Dataset entries
○ ○ ○

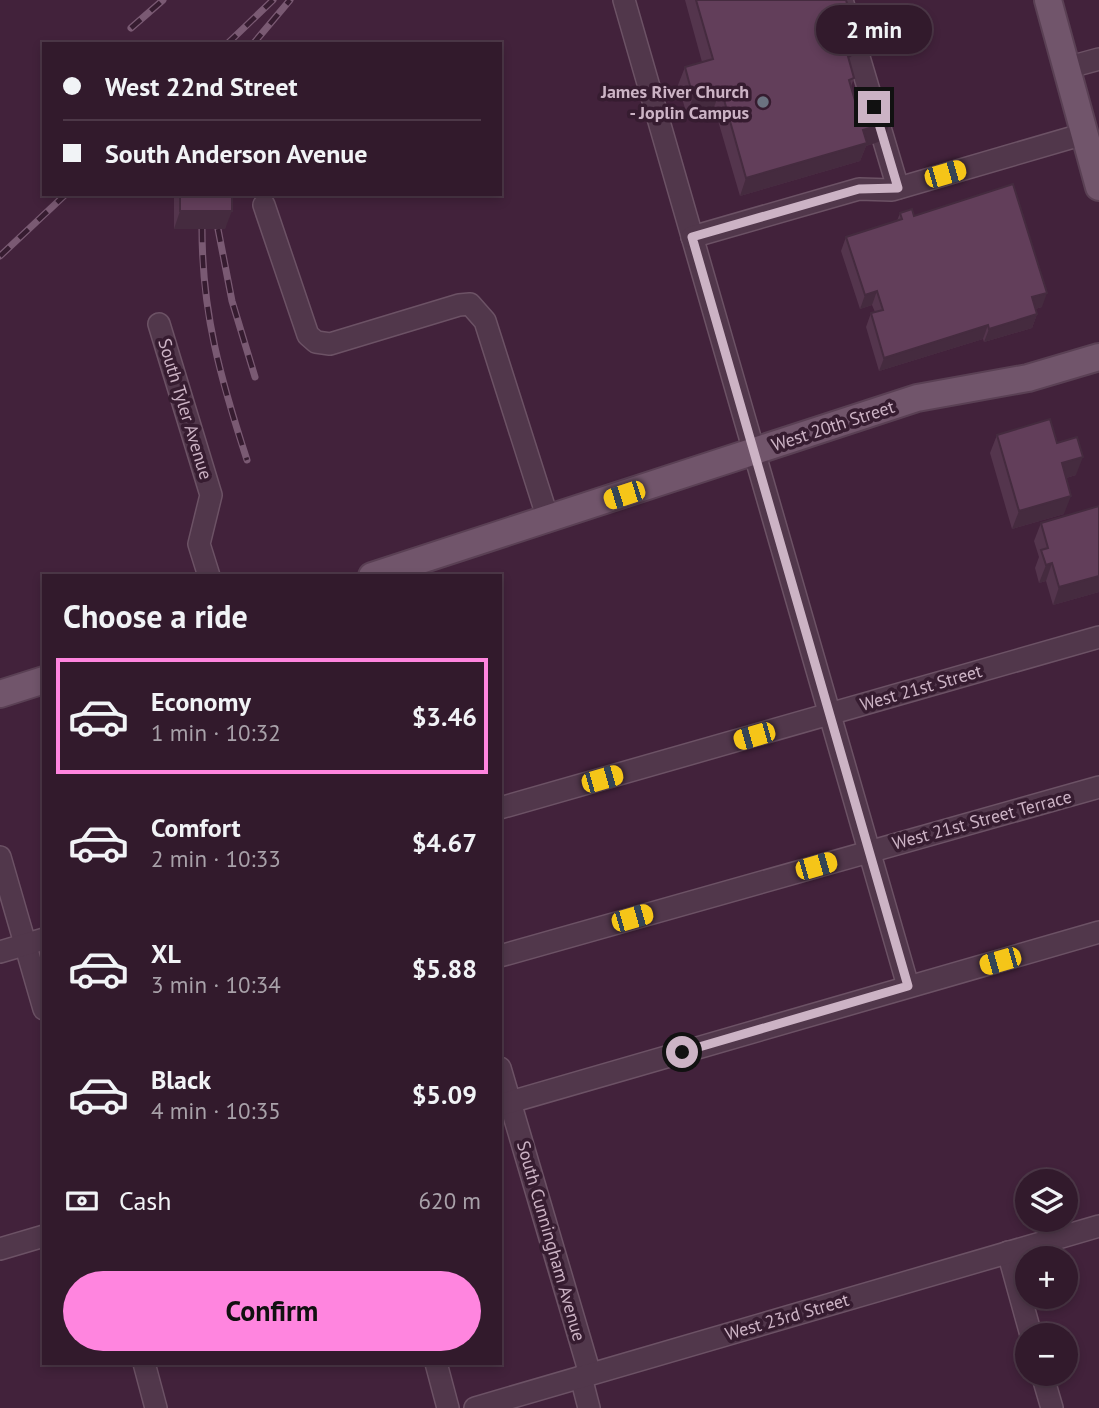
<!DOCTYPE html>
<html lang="en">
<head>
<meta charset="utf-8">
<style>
	:root { --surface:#321a2c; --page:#3a2334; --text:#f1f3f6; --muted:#a8a1a9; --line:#4d3848; --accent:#ff85df }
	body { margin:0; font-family:"PT Sans",sans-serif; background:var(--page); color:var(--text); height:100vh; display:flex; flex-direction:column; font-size:26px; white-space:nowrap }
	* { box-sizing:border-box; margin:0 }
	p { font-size:23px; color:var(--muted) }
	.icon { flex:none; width:38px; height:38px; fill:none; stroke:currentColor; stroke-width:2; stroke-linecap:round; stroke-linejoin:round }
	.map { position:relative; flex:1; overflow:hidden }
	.details { position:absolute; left:42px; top:574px; width:460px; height:791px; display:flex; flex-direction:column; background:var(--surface); border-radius:0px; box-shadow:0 4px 10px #0003,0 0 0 2px var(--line) }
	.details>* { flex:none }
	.hud { position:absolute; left:42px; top:42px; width:460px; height:154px; border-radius:0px; box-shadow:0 4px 10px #0003,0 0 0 2px var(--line); display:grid; align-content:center; height:154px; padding:0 21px; background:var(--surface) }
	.buttons { position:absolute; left:1015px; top:1169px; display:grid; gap:14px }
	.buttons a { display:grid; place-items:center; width:63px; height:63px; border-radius:50%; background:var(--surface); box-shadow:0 4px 10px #0003,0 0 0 2px var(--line); font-size:35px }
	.end { position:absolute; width:32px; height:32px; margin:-16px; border:9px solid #ccb3c5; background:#111; box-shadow:0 0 0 4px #111 }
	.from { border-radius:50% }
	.bubble { position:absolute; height:49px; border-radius:24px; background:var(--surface); box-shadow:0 4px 10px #0003,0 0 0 2px var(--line); font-size:23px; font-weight:600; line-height:49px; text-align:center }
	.car { position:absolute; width:21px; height:42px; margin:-21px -10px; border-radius:9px; box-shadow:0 0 5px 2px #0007; background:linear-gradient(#f5c518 24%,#345 0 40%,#f5c518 0 76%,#345 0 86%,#f5c518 0) }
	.hud b { display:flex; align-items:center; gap:24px; height:66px; font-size:26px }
	.hud b+b { border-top:2px solid var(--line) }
	.hud i { width:18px; height:18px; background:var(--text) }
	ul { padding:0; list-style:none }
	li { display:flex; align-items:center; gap:21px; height:116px; margin:0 14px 10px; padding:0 7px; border:4px solid transparent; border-radius:0px }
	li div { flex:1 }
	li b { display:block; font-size:26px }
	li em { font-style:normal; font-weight:600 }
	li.on { border-color:var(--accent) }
	li>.icon { width:63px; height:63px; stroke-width:1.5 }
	h2 { padding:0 21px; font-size:32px; line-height:84px }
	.pay { display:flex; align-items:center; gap:18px; height:77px; padding:0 21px; font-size:26px }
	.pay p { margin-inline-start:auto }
	.cta { display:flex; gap:14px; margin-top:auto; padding:14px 21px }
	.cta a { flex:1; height:80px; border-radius:42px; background:var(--accent); color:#111; font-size:28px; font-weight:600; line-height:80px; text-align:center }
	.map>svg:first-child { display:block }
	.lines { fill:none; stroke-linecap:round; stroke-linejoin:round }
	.minor-casing { stroke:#6c5265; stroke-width:24 }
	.major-casing { stroke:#5a4054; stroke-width:30 }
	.minor { stroke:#51374b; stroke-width:21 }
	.major { stroke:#71556b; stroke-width:26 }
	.rail-casing { stroke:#7a5a73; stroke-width:7 }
	.rail { stroke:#361c30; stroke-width:4.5; stroke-dasharray:13; stroke-linecap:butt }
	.wall { fill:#54354d }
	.shaded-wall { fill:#452b3f }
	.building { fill:#623e5a; stroke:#452b3f; stroke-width:2 }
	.route { stroke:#ccb3c5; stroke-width:9 }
	.worship-dot { fill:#6b7280; stroke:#361c30; stroke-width:2.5 }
	.labels { text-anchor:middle; stroke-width:7; stroke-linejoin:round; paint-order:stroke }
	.poi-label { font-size:18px; font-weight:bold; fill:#ccb3c5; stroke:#361c30; text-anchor:end }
	.street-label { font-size:18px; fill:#ccb3c5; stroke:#361c30 }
</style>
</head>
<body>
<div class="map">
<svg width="1099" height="1408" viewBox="0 0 1099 1408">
	<rect width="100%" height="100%" fill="#42223b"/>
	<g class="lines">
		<defs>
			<g id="minor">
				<polyline points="624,0 908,986"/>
				<polyline points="842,0 898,188"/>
				<polyline points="1066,68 1099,59"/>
				<polyline points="264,205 308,335 316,342 330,344 459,305 470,304 485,321 548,519"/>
				<polyline points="692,237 859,189 892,190 1084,134"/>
				<polyline points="159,324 211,495 199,544 209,576"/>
				<polyline points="500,808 1099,637"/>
				<polyline points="0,857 44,1009"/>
				<polyline points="0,952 44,939"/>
				<polyline points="500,956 1099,787"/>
				<polyline points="500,1068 590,1374"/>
				<polyline points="500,1105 1099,932"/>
				<polyline points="0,1249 44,1236"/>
				<polyline points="1008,1252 1031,1335"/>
				<polyline points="144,1363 156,1408"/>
				<polyline points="436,1363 448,1408"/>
				<polyline points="1042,1374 1052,1408"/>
				<polyline points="581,1377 589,1408"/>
				<polyline points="475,1408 1099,1226"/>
			</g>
			<g id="major">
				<polyline points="1048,0 1099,187"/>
				<polyline points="372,576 917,398 1028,378 1099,357"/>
				<polyline points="0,694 44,680"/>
			</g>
		</defs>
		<use href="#minor" class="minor-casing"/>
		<use href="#major" class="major-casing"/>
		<use href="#minor" class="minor"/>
		<use href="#major" class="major"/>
		<defs>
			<g id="rail">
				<polyline points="131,28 163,0"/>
				<polyline points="227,44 273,0"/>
				<polyline points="253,44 290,0"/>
				<path d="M202 229C202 314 221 380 247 460"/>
				<polyline points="218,229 232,301 255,377"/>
				<polyline points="0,256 66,194"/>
			</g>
		</defs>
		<use href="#rail" class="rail-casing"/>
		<use href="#rail" class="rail"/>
	</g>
	<g class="wall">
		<polygon points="685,0 846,0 857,39 851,57 848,57 854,78 851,87 856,104 884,140 866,146 860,161 740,196 714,107 687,115 678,85 685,67 702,62"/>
		<polygon points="174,194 232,194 225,229 174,229"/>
		<polygon points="900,213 914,216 1042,307 1035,309 1037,314 1032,328 984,342 983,339 879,371 866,327 871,313 875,312 872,305 860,309 841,251 846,237 897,221"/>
		<polygon points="997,435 1057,443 1076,475 1066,478 1064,514 1012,529 990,453"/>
		<polygon points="1099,506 1099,592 1053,605 1046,581 1039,583 1035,568 1039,557 1034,541 1041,523"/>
	</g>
	<g class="shaded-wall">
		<polygon points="857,39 851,57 837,60 844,42"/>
		<polygon points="721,89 714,107 687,115 693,97"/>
		<polygon points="890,122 884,140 866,146 860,161 740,196 746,178 863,130"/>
		<polygon points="180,211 232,211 225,229 174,229"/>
		<polygon points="877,291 872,305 860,309 865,295"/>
		<polygon points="1047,293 1042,307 1027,311 1032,297"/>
		<polygon points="1037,314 1032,328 984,342 989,329"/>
		<polygon points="988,325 983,339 879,371 884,358"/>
		<polygon points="1083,457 1076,475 1055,481 1062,463"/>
		<polygon points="1071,496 1064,514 1012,529 1019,511"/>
		<polygon points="1052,563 1046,581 1039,583 1046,565"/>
		<polygon points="1099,576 1099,592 1053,605 1059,587"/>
	</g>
	<g class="building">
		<polygon points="696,0 846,0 857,39 844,42 854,78 849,80 856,104 883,96 890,122 863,130 867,143 746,178 721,89 693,97 685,67 713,59"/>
		<polygon points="1013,184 1047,293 1032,297 1037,314 989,329 988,325 884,358 871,313 883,310 877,291 865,295 846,237 902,219 900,213 912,209 914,216"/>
		<rect x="180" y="194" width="52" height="17"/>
		<polygon points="1050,419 1057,443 1077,437 1083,457 1062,463 1071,496 1019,511 997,435"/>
		<polygon points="1099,506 1099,576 1059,587 1052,563 1046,565 1041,550 1048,548 1041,523"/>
	</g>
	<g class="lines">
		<polyline class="route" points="682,1052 908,986 692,237 859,189 898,188 874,107"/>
	</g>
	<circle class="worship-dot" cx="763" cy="102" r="7"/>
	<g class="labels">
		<g class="poi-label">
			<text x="749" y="98">James River Church<tspan x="749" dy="21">- Joplin Campus</tspan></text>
		</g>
		<g class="street-label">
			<text transform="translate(185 409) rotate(73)" y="6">South Tyler Avenue</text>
			<text transform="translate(833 426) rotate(-18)" y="6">West 20th Street</text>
			<text transform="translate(921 688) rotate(-16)" y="6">West 21st Street</text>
			<text transform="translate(982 820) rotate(-15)" y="6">West 21st Street Terrace</text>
			<text transform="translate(551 1241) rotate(74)" y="6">South Cunningham Avenue</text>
			<text transform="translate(787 1317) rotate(-16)" y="6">West 23rd Street</text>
		</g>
	</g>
</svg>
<div class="buttons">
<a><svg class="icon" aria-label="layers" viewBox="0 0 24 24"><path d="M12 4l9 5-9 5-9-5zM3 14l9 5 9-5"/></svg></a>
<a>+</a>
<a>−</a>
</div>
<i class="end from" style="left:682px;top:1052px"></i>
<i class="end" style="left:874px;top:107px"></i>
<div class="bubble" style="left:816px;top:5px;width:116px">2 min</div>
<i class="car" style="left:945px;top:174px;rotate:74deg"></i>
<i class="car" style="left:624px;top:495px;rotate:252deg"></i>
<i class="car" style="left:754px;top:736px;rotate:254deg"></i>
<i class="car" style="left:602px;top:779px;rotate:74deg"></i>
<i class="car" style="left:816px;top:866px;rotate:74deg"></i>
<i class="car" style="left:632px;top:918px;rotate:74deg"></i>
<i class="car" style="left:1000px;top:961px;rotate:254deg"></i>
<div class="hud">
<b><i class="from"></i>West 22nd Street</b>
<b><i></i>South Anderson Avenue</b>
</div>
<section class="details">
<h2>Choose a ride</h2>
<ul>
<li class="on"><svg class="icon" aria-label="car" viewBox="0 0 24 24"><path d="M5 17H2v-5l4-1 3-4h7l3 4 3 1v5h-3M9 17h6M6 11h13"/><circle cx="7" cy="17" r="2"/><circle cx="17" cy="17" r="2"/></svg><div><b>Economy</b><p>1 min · 10:32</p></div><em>$3.46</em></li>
<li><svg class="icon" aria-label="car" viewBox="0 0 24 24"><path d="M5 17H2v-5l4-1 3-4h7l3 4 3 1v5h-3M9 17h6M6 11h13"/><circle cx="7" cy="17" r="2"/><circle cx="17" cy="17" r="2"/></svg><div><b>Comfort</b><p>2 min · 10:33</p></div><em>$4.67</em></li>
<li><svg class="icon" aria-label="car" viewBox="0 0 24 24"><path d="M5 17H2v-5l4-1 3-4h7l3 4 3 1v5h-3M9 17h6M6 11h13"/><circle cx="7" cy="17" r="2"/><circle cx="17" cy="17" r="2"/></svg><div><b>XL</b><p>3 min · 10:34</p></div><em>$5.88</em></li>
<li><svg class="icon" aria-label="car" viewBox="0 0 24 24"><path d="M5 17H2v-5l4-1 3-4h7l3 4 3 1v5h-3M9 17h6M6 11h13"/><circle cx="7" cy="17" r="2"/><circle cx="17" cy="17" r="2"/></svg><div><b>Black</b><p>4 min · 10:35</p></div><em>$5.09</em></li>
</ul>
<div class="pay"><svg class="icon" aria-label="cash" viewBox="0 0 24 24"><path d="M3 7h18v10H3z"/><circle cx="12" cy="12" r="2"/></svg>Cash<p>620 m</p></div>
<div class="cta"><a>Confirm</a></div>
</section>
</div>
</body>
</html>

○ ○ ○

:: Brief ::
Take every line from the data above that holds "grid" and copy it out.

:: Response to this task ::
	.hud { position:absolute; left:42px; top:42px; width:460px; height:154px; border-radius:0px; box-shadow:0 4px 10px #0003,0 0 0 2px var(--line); display:grid; align-content:center; height:154px; padding:0 21px; background:var(--surface) }
	.buttons { position:absolute; left:1015px; top:1169px; display:grid; gap:14px }
	.buttons a { display:grid; place-items:center; width:63px; height:63px; border-radius:50%; background:var(--surface); box-shadow:0 4px 10px #0003,0 0 0 2px var(--line); font-size:35px }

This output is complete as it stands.